ERIC Identifier: ED332929
Publication Date: 1991-04-00
Author: Patrick, John J.
Source: ERIC Clearinghouse for Social Studies/Social Science
Education Bloomington IN.
Teaching the Responsibilities of Citizenship. ERIC
Education for citizenship in a constitutional democracy has been a long-standing
goal of schools in the United States. To achieve this goal, students must
learn their civil rights and responsibilities in a free society. This ERIC
Digest discusses (1) the importance of teaching about the responsibilities
of citizenship, (2) deficiencies in learning about responsible citizenship,
(3) how to improve learning about responsible citizenship at home, (4)
how to improve learning about responsible citizenship at school, and (5)
where to obtain information and materials about how to teach responsible
WHY SHOULD WE TEACH THE RESPONSIBILITIES OF CITIZENSHIP?
Civil rights and liberties, claims based on law, are enforceable through
the judicial system (e.g., the individual's right to freely express public
policy preferences, to vote in a public election, or to have a trial by
jury). By contrast, responsibilities of citizenship are obligations to
contribute to the common good by performing duties to benefit the community
(e.g., the individual's responsibility to become informed about public
policies, to vote in public elections, or to serve willingly as a juror).
The preservation of civil rights and liberties is linked to performance
of responsibilities. For example, the right of political participation
means little when most citizens fail to exercise it. Furthermore, the right
to free expression of political ideas is diminished when individuals do
not gain knowledge about government. Responsibilities of citizenship--such
as voluntary service to the community, participation in the political system,
acquisition of knowledge about civic life, and public commitment to the
values of constitutional democracy (e.g., liberty, justice, and the rule
of law)--are essential to the health of a free society.

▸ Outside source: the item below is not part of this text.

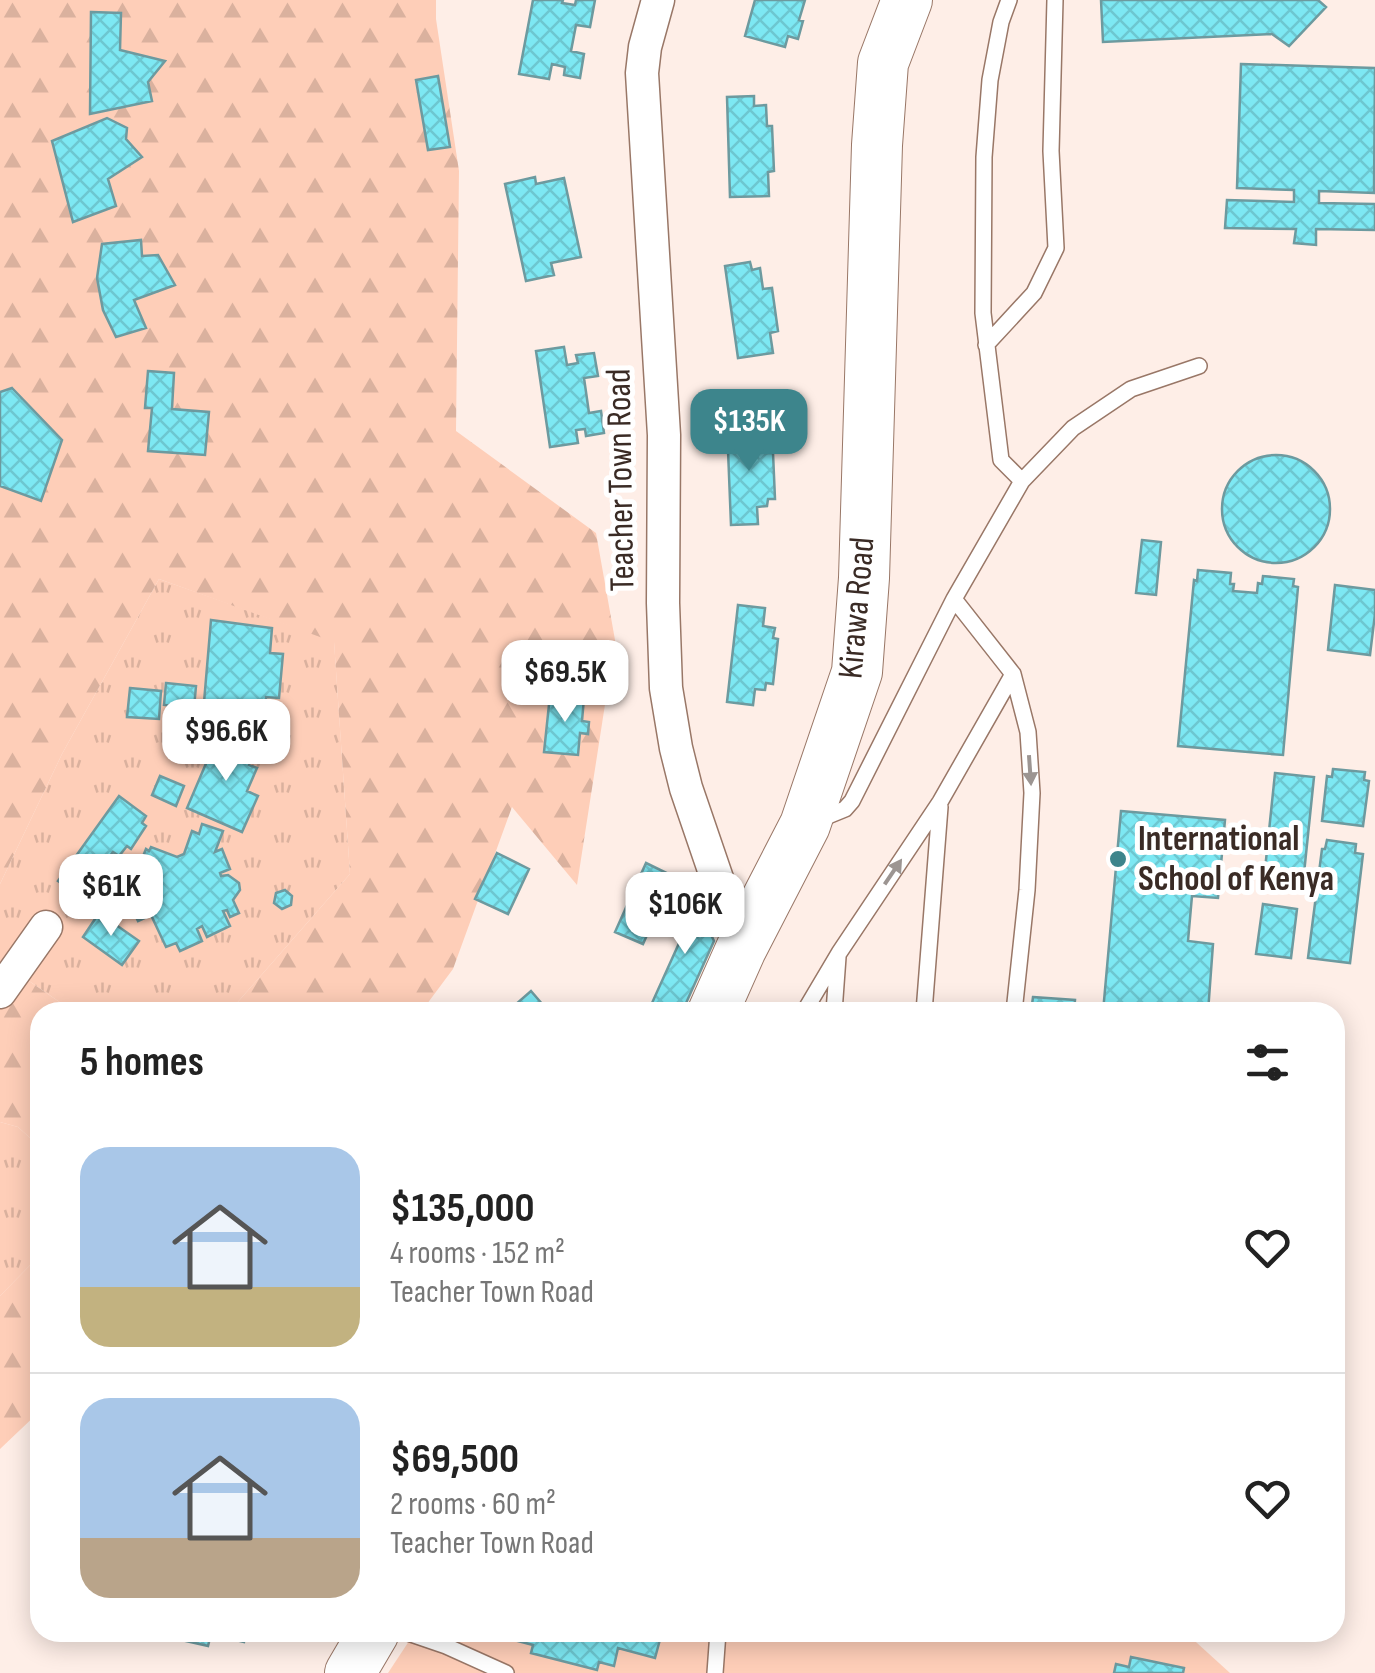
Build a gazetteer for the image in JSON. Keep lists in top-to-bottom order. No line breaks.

WHAT ARE THE DEFICIENCIES OF YOUNG AMERICANS IN LEARNING ABOUT RESPONSIBLE
Surveys of civic knowledge, attitudes, and actions reveal serious deficiencies
in the citizenship education of young Americans. Reports on civic learning
by the National Assessment of Educational Progress (NAEP), for example,
indicate that the majority of 12th graders have a rudimentary knowledge
of government and citizenship in the United States. However, half of the
students in grade 12 fail to demonstrate knowledge needed for responsible
participation in the political system. Further, in 1988, only six percent
of the high school seniors achieved the highest level of civic proficiency
as defined in the NAEP test. A very disturbing finding was that high school
students did "significantly less well" in civics in the most recent assessment
(1988) than their 1982 counterparts (National Assessment of Educational
Progress 1990, 13).
Surveys of attitudes show a weak orientation by adolescents toward voluntary
service for the community (Hart 1988). Most students acknowledge the importance
of voting and campaigning in public elections; but they also tend to express
low levels of political interest and efficacy (Miller 1985). The percentage
of 18- to 24-year-olds voting in public elections lags far behind the rate
for those over age 25, which also tends to be much lower than desired by
advocates of responsible citizenship.
There is a clear need to improve the learning of young Americans about
their responsibilities as citizens of a democratic society. Parents and
school teachers must act in concert to strengthen the desire and capacity
of children for performance of civic obligations.
WHAT CAN BE DONE AT HOME?
Parents and guardians are the child's first and most influential teachers
of civic values and attitudes. Lessons learned at home about political
participation or community service, for example, are likely to set the
terms and tone for later learning about these responsibilities of citizenship.
Parents and guardians can enhance the child's learning of citizenship
responsibilities by doing the following things at home.
* Set a good example by participating in the political system and volunteering
for community service projects.
* Show interest in civic affairs and government through initiation of
conversations at dinner time or in response to television programs about
* Require children to perform duties regularly at home as lessons in
the value of contributing to the common good of their family unit.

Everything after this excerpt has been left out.